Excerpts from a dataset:
Content starts

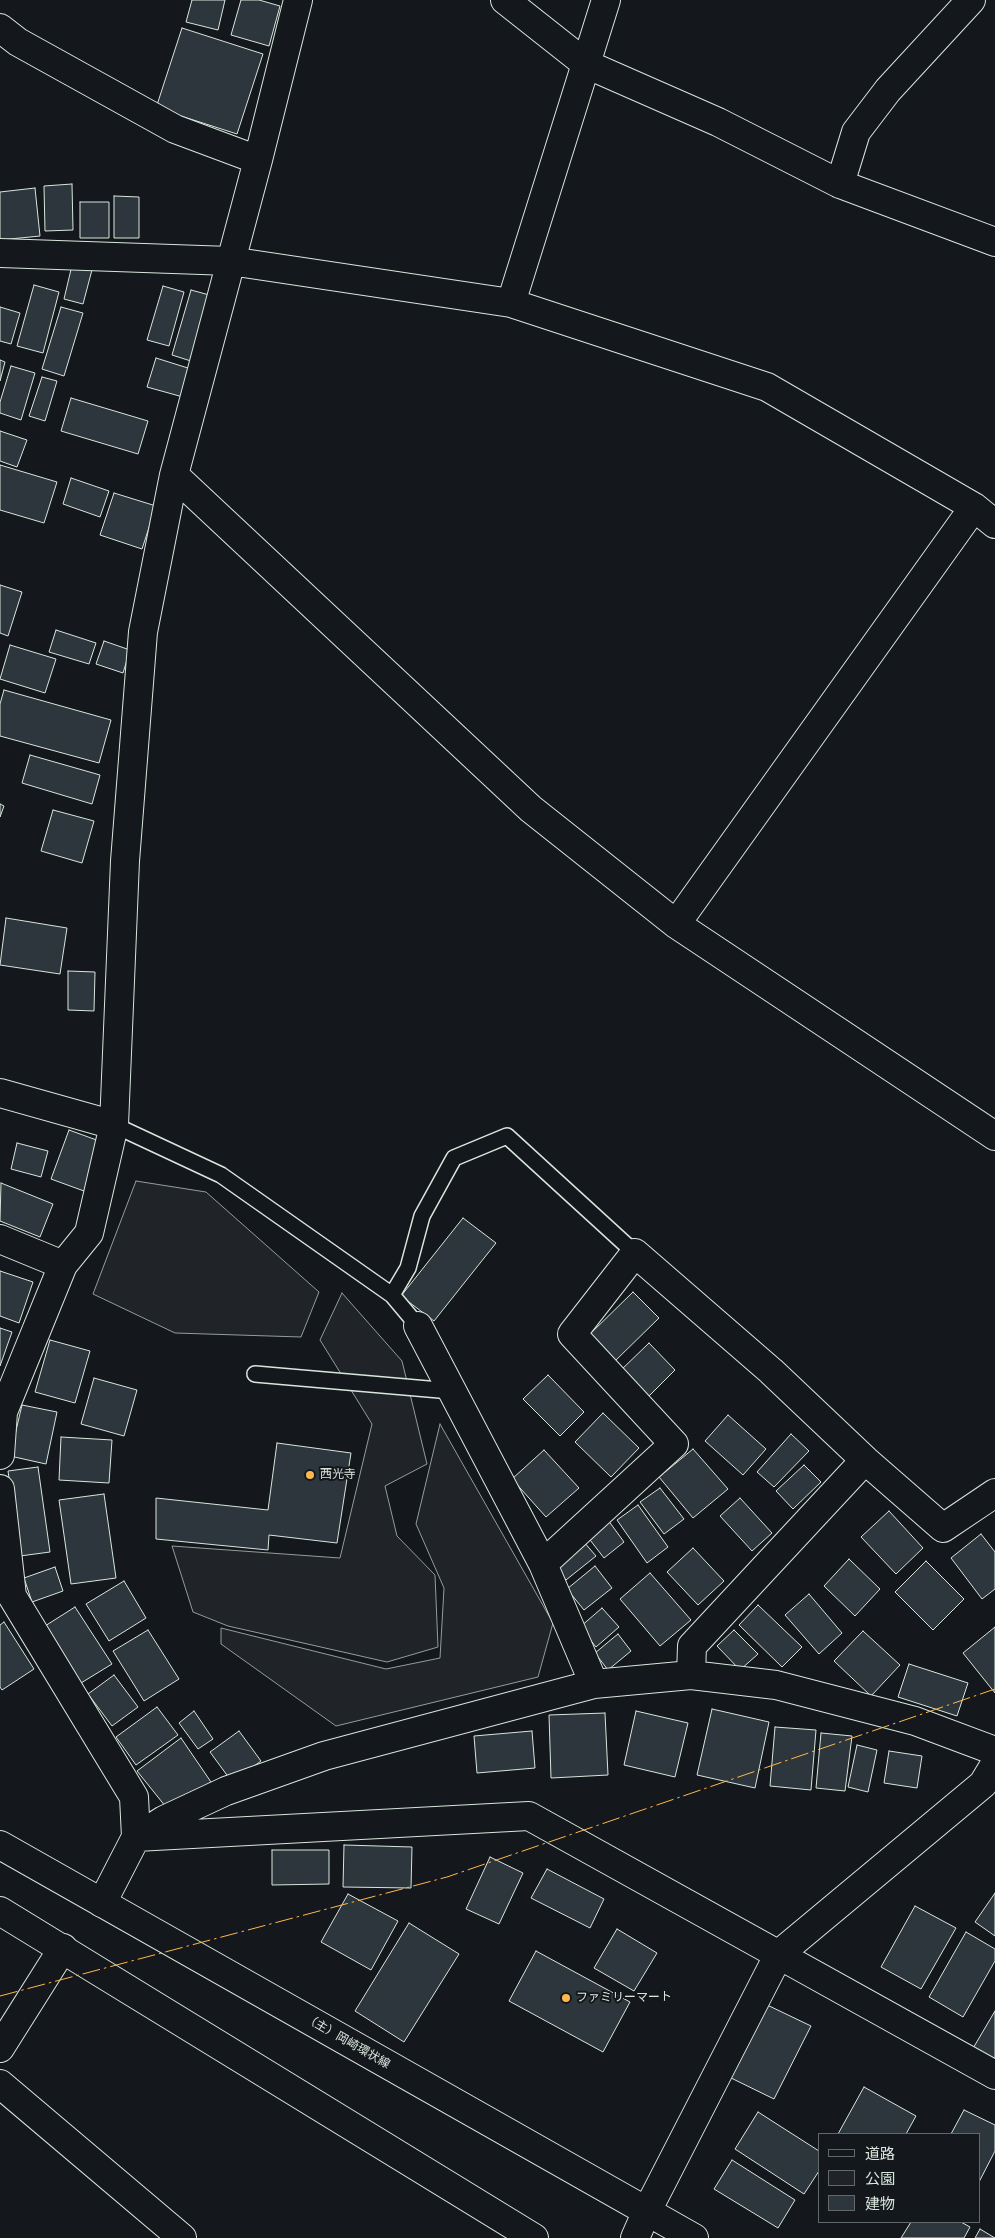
<!DOCTYPE html>
<meta charset="utf-8">
<style>
body{margin:0}
#map{position:relative;width:995px;height:2238px;overflow:hidden;background:#14181c;font-family:"Roboto Condensed","Noto Sans JP",sans-serif}
canvas{display:block}
.legend{position:absolute;left:818px;top:2133px;width:162px;height:90px;box-sizing:border-box;background:#14181c;border:1px solid #626a69;margin:0;padding:6px 9px;list-style:none;font-size:15px;color:#d8e6dc}
.legend li{display:flex;align-items:center;gap:10px;height:25px}
.legend b{width:25px;border:1px solid #626a69}
</style>
<div id="map">
<canvas width="995" height="2238"></canvas>
<ul class="legend">
<li><b style="height:6px;background:#14181c"></b>道路</li>
<li><b style="height:14px;background:#202428"></b>公園</li>
<li><b style="height:14px;background:#2c363c"></b>建物</li>
</ul>
</div>
<script>
const c = document.querySelector('canvas').getContext('2d');
c.lineJoin = 'round';
function fillPath(path, color) { c.fillStyle = color; c.fill(path, 'evenodd'); }
const poly = rows => new Path2D(rows.map(r => 'M' + r).join(''));
function strokePath(path, color, width, dash) { c.strokeStyle = color; c.lineWidth = width; c.lineCap = dash ? 'butt' : 'round'; c.setLineDash(dash || []); c.stroke(path); }
function write(font, color, halo, rows, align = 'center') {
  c.font = font + ' "Roboto Condensed","Noto Sans JP",sans-serif'; c.lineWidth = 4; c.setLineDash([]); c.textBaseline = 'middle'; c.strokeStyle = halo; c.fillStyle = color; for (const [text, x, y, turn = 0] of rows) {
    c.save(); c.translate(x, y); c.rotate((+turn || 0) * Math.PI / 180); c.textAlign = isNaN(turn) ? turn : align; if (halo) c.strokeText(text, 0, 0); c.fillText(text, 0, 0); c.restore();
  }
}
const green = poly([
 [136,1181,206,1192,319,1292,301,1337,175,1333,93,1294,136,1181],
 [342,1293,402,1361,427,1464,385,1486,397,1536,435,1575,438,1647,387,1662,228,1626,193,1612,172,1546,340,1558,372,1424,320,1340,342,1293],
 [440,1424,553,1623,538,1677,336,1726,221,1644,221,1628,386,1669,440,1658,444,1588,416,1524,440,1424]
]);
fillPath(green, '#202428');
strokePath(green, '#939e99', 1);
const building = poly([
 [192,0,225,0,218,30,186,22,192,0],
 [241,0,259,0,280,6,269,46,231,35,241,0],
 [182,28,263,54,237,134,156,108,182,28],
 [72,184,73,230,45,231,44,186,72,184],
 [35,188,40,236,0,240,0,192,35,188],
 [114,196,139,197,139,238,114,238,114,196],
 [80,202,109,202,109,238,80,238,80,202],
 [73,261,93,266,83,304,64,299,73,261],
 [34,285,59,292,43,353,17,346,34,285],
 [163,286,184,292,169,346,147,340,163,286],
 [191,290,213,296,194,362,172,355,191,290],
 [0,307,20,313,11,344,0,341,0,307],
 [61,307,83,313,64,376,42,369,61,307],
 [156,358,191,369,183,397,147,387,156,358],
 [0,360,5,362,0,381,0,360],
 [11,366,35,373,21,420,0,413,0,402,11,366],
 [42,377,57,381,45,421,29,416,42,377],
 [71,398,148,421,138,454,61,431,71,398],
 [0,431,27,440,17,467,0,461,0,431],
 [0,465,57,482,44,523,0,510,0,465],
 [71,478,109,491,100,517,63,504,71,478],
 [114,493,156,506,142,549,100,535,114,493],
 [0,585,22,592,8,636,0,633,0,585],
 [56,630,96,643,89,664,49,652,56,630],
 [104,641,130,650,123,673,96,664,104,641],
 [10,645,56,659,45,693,0,679,10,645],
 [4,690,111,720,99,763,0,736,0,704,4,690],
 [30,755,100,775,92,804,22,783,30,755],
 [0,804,4,806,0,817,0,804],
 [53,810,94,821,82,863,41,851,53,810],
 [6,918,67,928,60,974,0,965,6,918],
 [68,971,95,972,94,1011,68,1010,68,971],
 [69,1130,102,1142,84,1191,51,1179,69,1130],
 [17,1143,48,1151,41,1177,11,1169,17,1143],
 [1,1183,53,1204,40,1237,0,1221,1,1183],
 [463,1218,496,1243,434,1321,401,1296,463,1218],
 [0,1271,33,1282,19,1323,0,1316,0,1271],
 [633,1292,659,1318,614,1362,588,1336,633,1292],
 [0,1328,12,1332,0,1366,0,1328],
 [50,1340,90,1351,75,1403,35,1392,50,1340],
 [649,1343,675,1370,646,1399,619,1372,649,1343],
 [548,1375,584,1412,560,1436,523,1399,548,1375],
 [94,1378,137,1390,124,1436,81,1424,94,1378],
 [22,1405,57,1412,46,1464,10,1456,22,1405],
 [603,1413,639,1448,611,1477,575,1442,603,1413],
 [728,1415,766,1449,743,1475,705,1441,728,1415],
 [791,1434,809,1451,774,1487,757,1472,791,1434],
 [61,1437,112,1440,109,1483,59,1480,61,1437],
 [277,1443,351,1453,337,1543,269,1535,268,1550,156,1539,156,1498,268,1510,277,1443],
 [693,1449,728,1489,693,1518,659,1477,693,1449],
 [544,1450,579,1488,546,1517,512,1479,544,1450],
 [804,1465,821,1482,793,1509,776,1491,804,1465],
 [38,1467,50,1552,20,1556,8,1471,38,1467],
 [660,1488,684,1519,664,1534,640,1502,660,1488],
 [104,1494,116,1578,71,1584,59,1500,104,1494],
 [740,1498,772,1533,752,1551,720,1516,740,1498],
 [638,1505,668,1547,647,1563,617,1520,638,1505],
 [889,1511,923,1548,896,1574,861,1537,889,1511],
 [608,1520,624,1542,604,1558,587,1536,608,1520],
 [981,1534,995,1552,995,1589,982,1599,951,1558,981,1534],
 [583,1541,596,1556,566,1580,553,1565,583,1541],
 [693,1548,724,1581,698,1605,667,1572,693,1548],
 [849,1559,880,1589,855,1616,824,1586,849,1559],
 [926,1561,964,1599,933,1630,895,1592,926,1561],
 [595,1566,612,1588,584,1610,567,1589,595,1566],
 [55,1567,63,1591,32,1602,24,1578,55,1567],
 [650,1573,691,1620,660,1646,620,1599,650,1573],
 [124,1581,146,1618,109,1641,86,1604,124,1581],
 [809,1594,842,1633,819,1654,785,1615,809,1594],
 [758,1605,802,1647,782,1667,739,1625,758,1605],
 [75,1607,112,1664,81,1683,45,1626,75,1607],
 [602,1608,619,1627,596,1647,580,1627,602,1608],
 [4,1622,34,1669,2,1690,0,1687,0,1625,4,1622],
 [995,1627,995,1693,963,1653,995,1627],
 [148,1630,179,1679,144,1701,113,1651,148,1630],
 [734,1630,758,1654,740,1670,717,1646,734,1630],
 [863,1631,900,1665,871,1696,834,1661,863,1631],
 [618,1634,631,1651,608,1670,595,1653,618,1634],
 [909,1664,968,1683,957,1716,898,1697,909,1664],
 [114,1675,138,1707,112,1726,88,1694,114,1675],
 [157,1707,178,1735,136,1765,116,1737,157,1707],
 [712,1709,769,1722,755,1788,697,1775,712,1709],
 [194,1711,213,1739,198,1749,179,1723,194,1711],
 [636,1711,688,1723,675,1777,624,1765,636,1711],
 [605,1713,608,1775,551,1778,549,1715,605,1713],
 [775,1727,816,1730,811,1790,770,1786,775,1727],
 [239,1731,261,1761,232,1782,210,1752,239,1731],
 [532,1731,535,1768,477,1773,474,1736,532,1731],
 [821,1733,852,1736,845,1791,816,1788,821,1733],
 [181,1738,211,1782,170,1812,137,1771,181,1738],
 [857,1745,877,1750,868,1792,848,1787,857,1745],
 [889,1751,922,1756,917,1788,884,1783,889,1751],
 [344,1845,412,1847,411,1888,343,1887,344,1845],
 [272,1850,329,1850,329,1884,272,1885,272,1850],
 [490,1857,523,1873,499,1924,466,1909,490,1857],
 [547,1869,604,1899,590,1928,531,1898,547,1869],
 [995,1893,995,1936,975,1922,995,1893],
 [348,1894,398,1921,371,1970,321,1942,348,1894],
 [915,1906,956,1928,921,1989,881,1967,915,1906],
 [409,1923,459,1954,404,2042,355,2011,409,1923],
 [617,1929,657,1953,634,1991,594,1968,617,1929],
 [966,1932,995,1949,995,1961,963,2017,929,1997,966,1932],
 [536,1951,630,2002,603,2052,509,2001,536,1951],
 [763,2003,811,2026,774,2099,727,2076,763,2003],
 [995,2011,995,2063,972,2050,995,2011],
 [864,2087,916,2116,906,2134,838,2134,864,2087],
 [964,2110,995,2125,995,2151,979,2182,979,2134,951,2134,964,2110],
 [758,2112,819,2151,819,2171,804,2194,735,2149,758,2112],
 [732,2160,795,2200,778,2228,714,2189,732,2160],
 [911,2222,961,2222,970,2227,964,2238,901,2238,911,2222],
 [980,2229,995,2238,975,2238,980,2229]
]);
fillPath(building, '#2c363c');
strokePath(building, '#d8e6dc', 1);
const lane = poly([
 [114,1125,221,1175,392,1295],
 [418,1326,392,1295,408,1268,422,1216,454,1158,507,1136,635,1253],
 [255,1374,451,1391]
]);
const street = poly([
 [505,0,586,64,718,122,840,184,995,242],
 [0,28,18,42,175,129,258,160],
 [840,184,856,132,888,90,971,0],
 [0,253,230,261,511,303,767,387,974,507,995,524],
 [511,303,606,0],
 [174,475,531,809,676,924,995,1136],
 [676,924,974,507],
 [0,1093,114,1125],
 [0,1239,63,1265],
 [418,1326,543,1564,594,1684],
 [0,1455,3,1412,63,1265,89,1233,114,1125,125,861,143,632,174,475,258,160,298,0],
 [865,1460,943,1528,995,1493],
 [0,1489,12,1596,134,1797,136,1837,102,1903],
 [543,1564,674,1444,572,1334,635,1253,771,1371,865,1460,692,1646,691,1675],
 [142,1834,164,1820,226,1791,324,1756,594,1684,691,1675,776,1685,915,1721,995,1751],
 [136,1837,529,1816,995,2075],
 [0,2048,63,1948],
 [0,2084,182,2238],
 [635,2238,647,2211,779,1954,983,1784,995,1764]
]);
const primary = poly([
 [0,1845,694,2238],
 [0,1911,534,2238]
]);
strokePath(lane, '#d8e6dc', 18);
strokePath(street, '#d8e6dc', 30);
strokePath(primary, '#d8e6dc', 30);
strokePath(lane, '#14181c', 15);
strokePath(street, '#14181c', 28);
strokePath(primary, '#14181c', 28);
strokePath(poly([
 [0,1996,447,1877,995,1689]
]), '#ffb74d', 1, [18, 4, 2.5, 4]);
for (const [x, y, r, color] of [
 [310,1475,5,"#ffb74d"],
 [566,1998,5,"#ffb74d"]
]) { const dot = new Path2D(); dot.arc(x, y, r, 0, 2 * Math.PI); c.fillStyle = color; c.fill(dot); strokePath(dot, '#14181c', 2); }
write('12px', '#d8e6dc', '#14181c', [
 ["西光寺",320,1475],
 ["ファミリーマート",576,1998]
], 'left');
write('12px', '#d8e6dc', '#14181c', [
 ["（主）岡崎環状線",347,2042,30]
]);
</script>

Content ends

TASK STATEMENT: Reproduce, word for word, every line from the start of the records down to and including the line with "function write(font, color, halo, rows, align"; skip the pictures.

THE COMPLETED TASK:
<!DOCTYPE html>
<meta charset="utf-8">
<style>
body{margin:0}
#map{position:relative;width:995px;height:2238px;overflow:hidden;background:#14181c;font-family:"Roboto Condensed","Noto Sans JP",sans-serif}
canvas{display:block}
.legend{position:absolute;left:818px;top:2133px;width:162px;height:90px;box-sizing:border-box;background:#14181c;border:1px solid #626a69;margin:0;padding:6px 9px;list-style:none;font-size:15px;color:#d8e6dc}
.legend li{display:flex;align-items:center;gap:10px;height:25px}
.legend b{width:25px;border:1px solid #626a69}
</style>
<div id="map">
<canvas width="995" height="2238"></canvas>
<ul class="legend">
<li><b style="height:6px;background:#14181c"></b>道路</li>
<li><b style="height:14px;background:#202428"></b>公園</li>
<li><b style="height:14px;background:#2c363c"></b>建物</li>
</ul>
</div>
<script>
const c = document.querySelector('canvas').getContext('2d');
c.lineJoin = 'round';
function fillPath(path, color) { c.fillStyle = color; c.fill(path, 'evenodd'); }
const poly = rows => new Path2D(rows.map(r => 'M' + r).join(''));
function strokePath(path, color, width, dash) { c.strokeStyle = color; c.lineWidth = width; c.lineCap = dash ? 'butt' : 'round'; c.setLineDash(dash || []); c.stroke(path); }
function write(font, color, halo, rows, align = 'center') {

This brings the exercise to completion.